Peter Madden

b.1966

Crouches with moths

  • 2010
  • Found photographs, paper, wood, plastic, baked clay, paint, gold leaf
  • Purchased 2011
  • 830 x 700 x 500mm
  • 2011/225

A shroud of moths, their outlines cut from National Geographic magazines, rises up around this frail blackened skeleton. Gripped between its teeth is a golden coin, like those the ancient Greeks inserted into dead people’s mouths as ‘Charon’s obol’, a ritualistic payment for the ferry ride to the underworld. Peter Madden’s vision is deeply macabre, but not without humour or the hint of renewal.
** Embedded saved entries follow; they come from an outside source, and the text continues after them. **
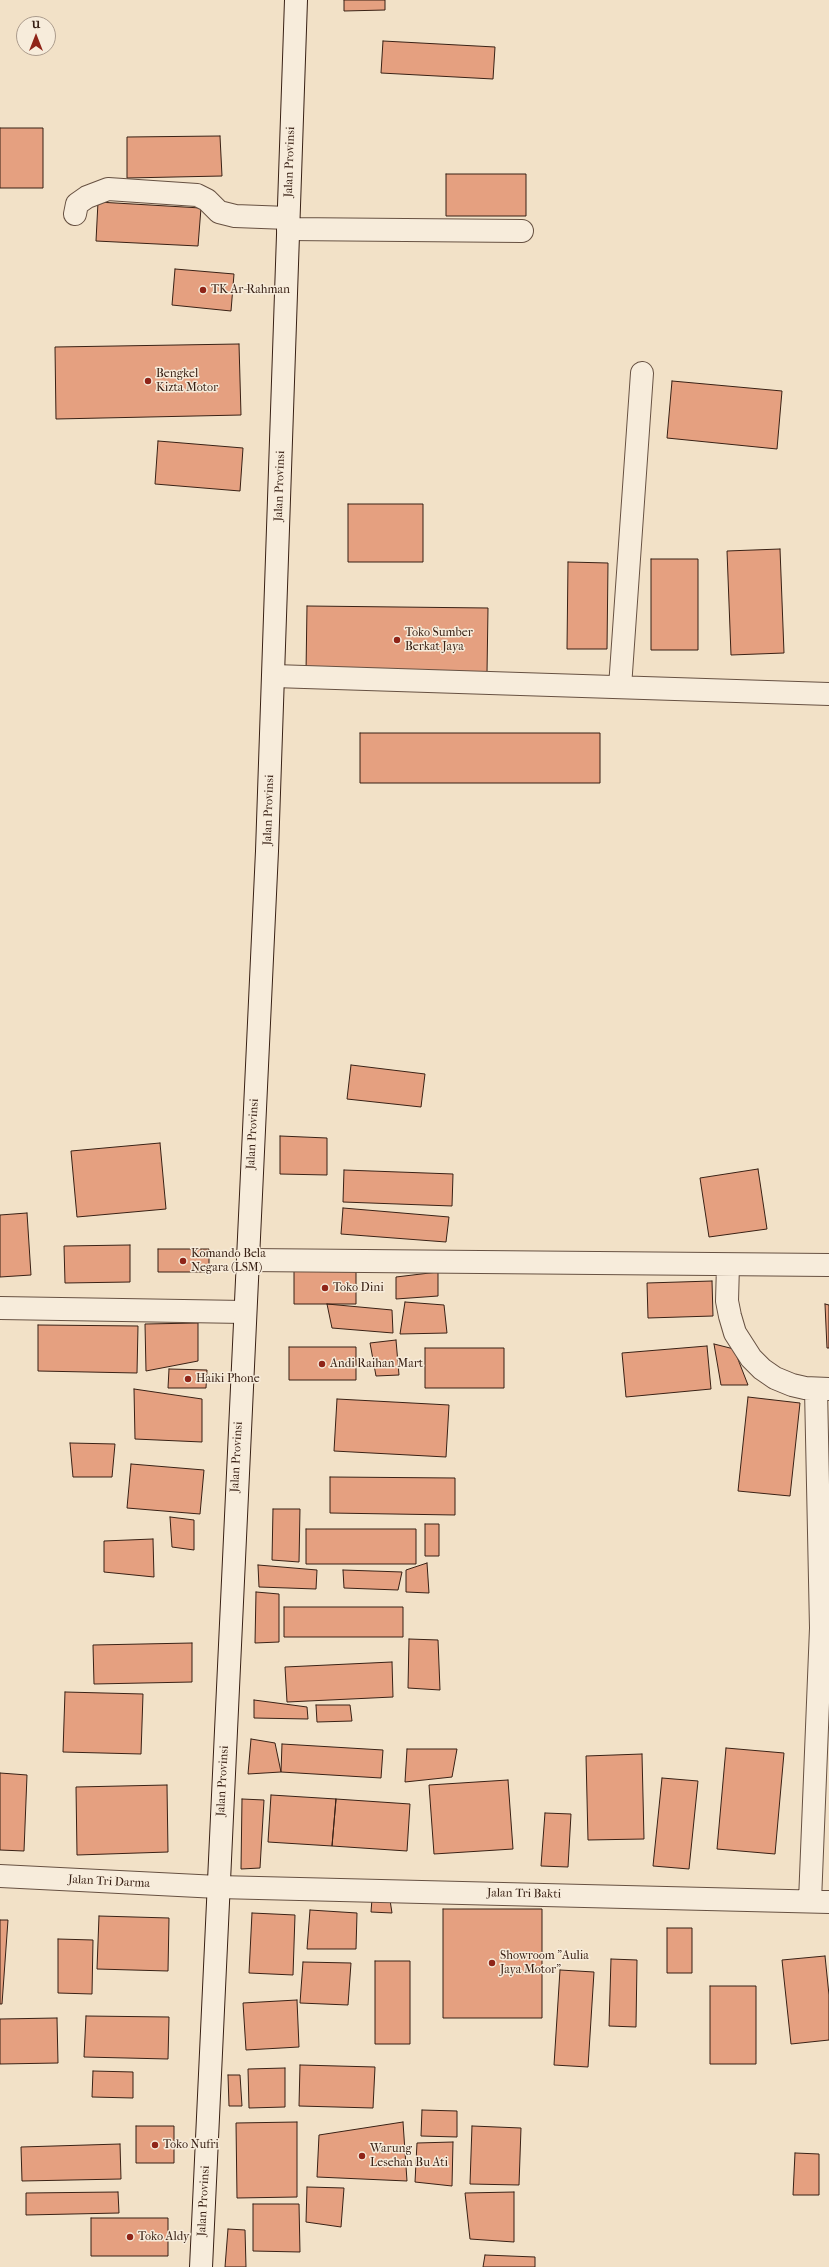 <!DOCTYPE html>
<style>
body{margin:0}
#map{position:relative;width:829px;height:2267px;overflow:hidden;background:#f2e1c7;font-family:"IM FELL French Canon",serif}
canvas{display:block}
.north{position:absolute;left:16px;top:16px;width:40px;height:40px;box-sizing:border-box;background:#f7ecdb;border:1px solid #ab9b8c;border-radius:50%;rotate:0deg;font-size:11px;font-weight:700;line-height:16px;text-align:center;color:#392115}
.north::after{content:'';display:block;margin:auto;width:14px;height:18px;background:#8f2418;clip-path:polygon(50% 0,100% 100%,50% 72%,0 100%)}
</style>
<div id="map">
<canvas width="829" height="2267"></canvas>
<div class="north">U</div>
</div>
<script>
const context = document.querySelector('canvas').getContext('2d');
context.lineJoin = 'round';
function fillPath(path, color) { context.fillStyle = color; context.fill(path, 'evenodd'); }
const shape = rows => new Path2D(rows.map(r => 'M' + r).join(''));
function strokePath(path, color, width, dash) { context.strokeStyle = color; context.lineWidth = width; context.lineCap = dash ? 'butt' : 'round'; context.setLineDash(dash || []); context.stroke(path); }
function drawText(font, color, halo, rows, align = 'center') {
  context.font = font + ' "IM FELL French Canon",serif'; context.lineWidth = 3; context.setLineDash([]); context.textBaseline = 'middle'; context.strokeStyle = halo; context.fillStyle = color; for (const [text, x, y, turn = 0] of rows) {
    context.save(); context.translate(x, y); context.rotate((+turn || 0) * Math.PI / 180); context.textAlign = isNaN(turn) ? turn : align; if (halo) context.strokeText(text, 0, 0); context.fillText(text, 0, 0); context.restore();
  }
}
const building = shape([
 [344,0,385,0,385,10,344,11,344,0],
 [383,41,495,47,493,79,381,73,383,41],
 [0,128,43,128,43,188,0,188,0,128],
 [220,136,222,176,127,178,127,137,220,136],
 [446,174,526,174,526,216,446,216,446,174],
 [98,202,201,208,198,246,96,241,98,202],
 [175,269,234,274,231,311,172,305,175,269],
 [239,344,241,415,56,419,55,347,239,344],
 [672,381,782,391,777,449,667,438,672,381],
 [158,441,243,448,240,491,155,484,158,441],
 [348,504,423,504,423,562,348,562,348,504],
 [780,549,784,653,731,655,727,551,780,549],
 [651,559,698,559,698,650,651,650,651,559],
 [568,562,608,563,607,649,567,649,568,562],
 [307,606,488,608,487,673,306,672,307,606],
 [360,733,600,733,600,783,360,783,360,733],
 [351,1065,425,1074,421,1107,347,1099,351,1065],
 [280,1136,327,1138,327,1175,280,1174,280,1136],
 [160,1143,166,1209,77,1217,71,1151,160,1143],
 [758,1169,767,1229,709,1237,700,1178,758,1169],
 [344,1170,453,1174,452,1206,343,1202,344,1170],
 [343,1208,449,1217,446,1242,341,1234,343,1208],
 [27,1213,31,1275,0,1277,0,1215,27,1213],
 [130,1245,130,1282,65,1283,64,1246,130,1245],
 [158,1249,209,1249,209,1272,158,1272,158,1249],
 [294,1271,356,1271,356,1304,294,1304,294,1271],
 [438,1272,438,1296,396,1299,396,1277,438,1272],
 [712,1281,713,1316,648,1318,647,1283,712,1281],
 [405,1302,444,1305,447,1333,400,1334,405,1302],
 [327,1304,392,1310,393,1333,332,1328,327,1304],
 [825,1304,829,1305,829,1348,827,1348,825,1304],
 [198,1323,198,1361,146,1371,145,1324,198,1323],
 [38,1325,138,1326,137,1373,38,1371,38,1325],
 [396,1340,399,1375,376,1376,370,1343,396,1340],
 [714,1344,734,1349,748,1385,721,1385,714,1344],
 [707,1346,711,1389,626,1397,622,1353,707,1346],
 [289,1347,356,1347,356,1380,289,1380,289,1347],
 [425,1348,504,1348,504,1388,425,1388,425,1348],
 [169,1369,207,1370,206,1388,168,1388,169,1369],
 [134,1389,202,1399,202,1442,135,1439,134,1389],
 [748,1397,800,1403,790,1496,738,1491,748,1397],
 [337,1399,449,1405,446,1457,334,1451,337,1399],
 [70,1443,115,1444,112,1477,73,1477,70,1443],
 [131,1464,204,1470,200,1514,127,1508,131,1464],
 [330,1477,455,1478,455,1515,330,1513,330,1477],
 [273,1509,300,1509,299,1562,272,1560,273,1509],
 [170,1517,194,1520,194,1550,172,1547,170,1517],
 [425,1524,439,1524,439,1556,425,1556,425,1524],
 [306,1529,416,1529,416,1564,306,1564,306,1529],
 [153,1539,154,1577,104,1572,104,1541,153,1539],
 [427,1563,429,1593,406,1592,406,1570,427,1563],
 [258,1565,317,1570,316,1589,259,1587,258,1565],
 [343,1570,402,1572,398,1590,344,1588,343,1570],
 [256,1592,279,1594,279,1642,255,1643,256,1592],
 [284,1607,403,1607,403,1637,284,1637,284,1607],
 [409,1639,438,1640,440,1690,408,1688,409,1639],
 [192,1643,192,1682,94,1684,93,1645,192,1643],
 [392,1662,393,1697,287,1702,285,1667,392,1662],
 [65,1692,143,1694,141,1754,63,1752,65,1692],
 [254,1700,307,1707,308,1719,254,1718,254,1700],
 [316,1705,350,1705,352,1721,317,1722,316,1705],
 [251,1739,275,1743,281,1772,248,1774,251,1739],
 [282,1744,383,1750,381,1778,281,1772,282,1744],
 [726,1748,784,1753,775,1854,717,1849,726,1748],
 [407,1749,457,1749,452,1777,405,1782,407,1749],
 [642,1754,644,1839,588,1840,586,1756,642,1754],
 [0,1773,27,1775,24,1851,0,1850,0,1773],
 [662,1778,698,1781,689,1869,653,1866,662,1778],
 [508,1780,513,1849,434,1854,429,1785,508,1780],
 [167,1785,168,1852,77,1855,76,1787,167,1785],
 [271,1795,336,1799,332,1846,268,1842,271,1795],
 [242,1799,264,1800,260,1868,241,1869,242,1799],
 [336,1799,410,1804,407,1851,332,1846,336,1799],
 [545,1813,571,1814,568,1867,541,1866,545,1813],
 [372,1899,390,1900,392,1913,371,1912,372,1899],
 [443,1909,542,1909,542,2018,443,2018,443,1909],
 [310,1910,357,1913,356,1949,307,1949,310,1910],
 [252,1913,295,1915,293,1975,249,1973,252,1913],
 [99,1916,169,1918,168,1971,97,1969,99,1916],
 [0,1920,8,1920,2,2004,0,2004,0,1920],
 [667,1928,692,1928,692,1973,667,1973,667,1928],
 [58,1939,93,1940,92,1994,58,1993,58,1939],
 [825,1956,829,1995,829,2040,791,2044,782,1960,825,1956],
 [611,1959,637,1960,636,2027,609,2026,611,1959],
 [375,1961,410,1961,410,2044,375,2044,375,1961],
 [303,1962,351,1963,348,2005,300,2003,303,1962],
 [560,1970,594,1972,588,2067,554,2065,560,1970],
 [710,1986,756,1986,756,2064,710,2064,710,1986],
 [297,2000,299,2047,246,2050,243,2003,297,2000],
 [86,2016,169,2017,168,2059,84,2057,86,2016],
 [57,2018,58,2063,0,2064,0,2019,57,2018],
 [300,2065,375,2067,373,2108,299,2106,300,2065],
 [285,2068,285,2107,249,2108,248,2069,285,2068],
 [93,2071,133,2072,133,2098,92,2097,93,2071],
 [228,2075,240,2075,242,2106,229,2106,228,2075],
 [422,2110,457,2111,457,2137,421,2136,422,2110],
 [297,2122,297,2197,237,2198,236,2123,297,2122],
 [403,2122,407,2181,317,2177,319,2135,403,2122],
 [136,2126,174,2126,174,2163,136,2163,136,2126],
 [472,2126,521,2128,519,2185,470,2184,472,2126],
 [453,2142,452,2186,415,2182,417,2143,453,2142],
 [120,2144,121,2179,22,2181,21,2147,120,2144],
 [795,2153,819,2154,819,2195,793,2195,795,2153],
 [307,2187,344,2188,341,2227,306,2222,307,2187],
 [118,2192,119,2213,26,2215,26,2193,118,2192],
 [514,2192,514,2242,470,2239,465,2193,514,2192],
 [253,2204,299,2204,300,2252,253,2251,253,2204],
 [91,2218,168,2218,168,2256,91,2256,91,2218],
 [228,2229,245,2230,246,2267,225,2267,228,2229],
 [485,2255,535,2257,535,2267,483,2267,485,2255]
]);
fillPath(building, '#e5a080');
strokePath(building, '#392115', 1);
const minor = shape([
 [75,214,77,204,87,197,108,189,197,195,207,200,219,212,235,216,288,218],
 [288,229,522,231],
 [274,676,829,694],
 [620,687,642,373],
 [248,1260,829,1265],
 [728,1265,727,1301,730,1316,735,1333,751,1358,762,1369,775,1378,792,1385,805,1388,829,1389],
 [0,1308,244,1312],
 [0,1876,218,1887,829,1902],
 [810,1901,821,1628,816,1389]
]);
const secondary = shape([
 [201,2267,267,851,296,0]
]);
strokePath(minor, '#675142', 24);
strokePath(secondary, '#392115', 24);
strokePath(minor, '#f7ecdb', 22);
strokePath(secondary, '#f7ecdb', 22);
for (const [x, y, r, color] of [
 [203,290,4,"#8f2418"],
 [148,381,4,"#8f2418"],
 [397,640,4,"#8f2418"],
 [183,1261,4,"#8f2418"],
 [325,1288,4,"#8f2418"],
 [322,1364,4,"#8f2418"],
 [188,1379,4,"#8f2418"],
 [492,1963,4,"#8f2418"],
 [155,2145,4,"#8f2418"],
 [362,2156,4,"#8f2418"],
 [130,2237,4,"#8f2418"]
]) { const dot = new Path2D(); dot.arc(x, y, r, 0, 2 * Math.PI); context.fillStyle = color; context.fill(dot); strokePath(dot, '#f7ecdb', 1.5); }
drawText('12px', '#392115', '#f7ecdb', [
 ["Jalan Provinsi",290,162,-88],
 ["Jalan Provinsi",280,486,-88],
 ["Jalan Provinsi",269,810,-88],
 ["Jalan Provinsi",253,1134,-87],
 ["Jalan Provinsi",237,1457,-87],
 ["Jalan Provinsi",223,1781,-87],
 ["Jalan Tri Darma",109,1882,3],
 ["Jalan Tri Bakti",524,1894,1],
 ["Jalan Provinsi",204,2201,-87]
]);
drawText('12px', '#392115', '#f7ecdb', [
 ["TK Ar-Rahman",211,290],
 ["Bengkel",156,374],
 ["Kizta Motor",156,388],
 ["Toko Sumber",405,633],
 ["Berkat Jaya",405,647],
 ["Komando Bela",191,1254],
 ["Negara (LSM)",191,1268],
 ["Toko Dini",333,1288],
 ["Andi Raihan Mart",330,1364],
 ["Haiki Phone",196,1379],
 ["Showroom \"Aulia",500,1956],
 ["Jaya Motor\"",500,1970],
 ["Toko Nufri",163,2145],
 ["Warung",370,2149],
 ["Lesehan Bu Ati",370,2163],
 ["Toko Aldy",138,2237]
], 'left');
</script>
Springing from this decaying figure’s feet are werewere kōkako, the bright blue native mushroom named for the kōkako bird’s famous wattle – reminding us that death is part of a cycle that repeat endlessly over time.

(Dummies & Doppelgängers, 2 November 2024 – 23 March 2025)

Exhibition History

other labels about this work
  • Unseen: The Changing Collection, 18 December 2015 – 19 June 2016

    In classical times, a gold coin was inserted into a dead person's mouth as a ‘Charon’s obol’, a ritualistic payment for the ferry ride across the river Acheron to the underworld. With its blackened skeleton, crawling flies and shroud-like canopy of moths (cut free from the pages of National Geographic magazines), this work evokes an atmosphere of death and decay – but a closer look also reveals small signs of regeneration.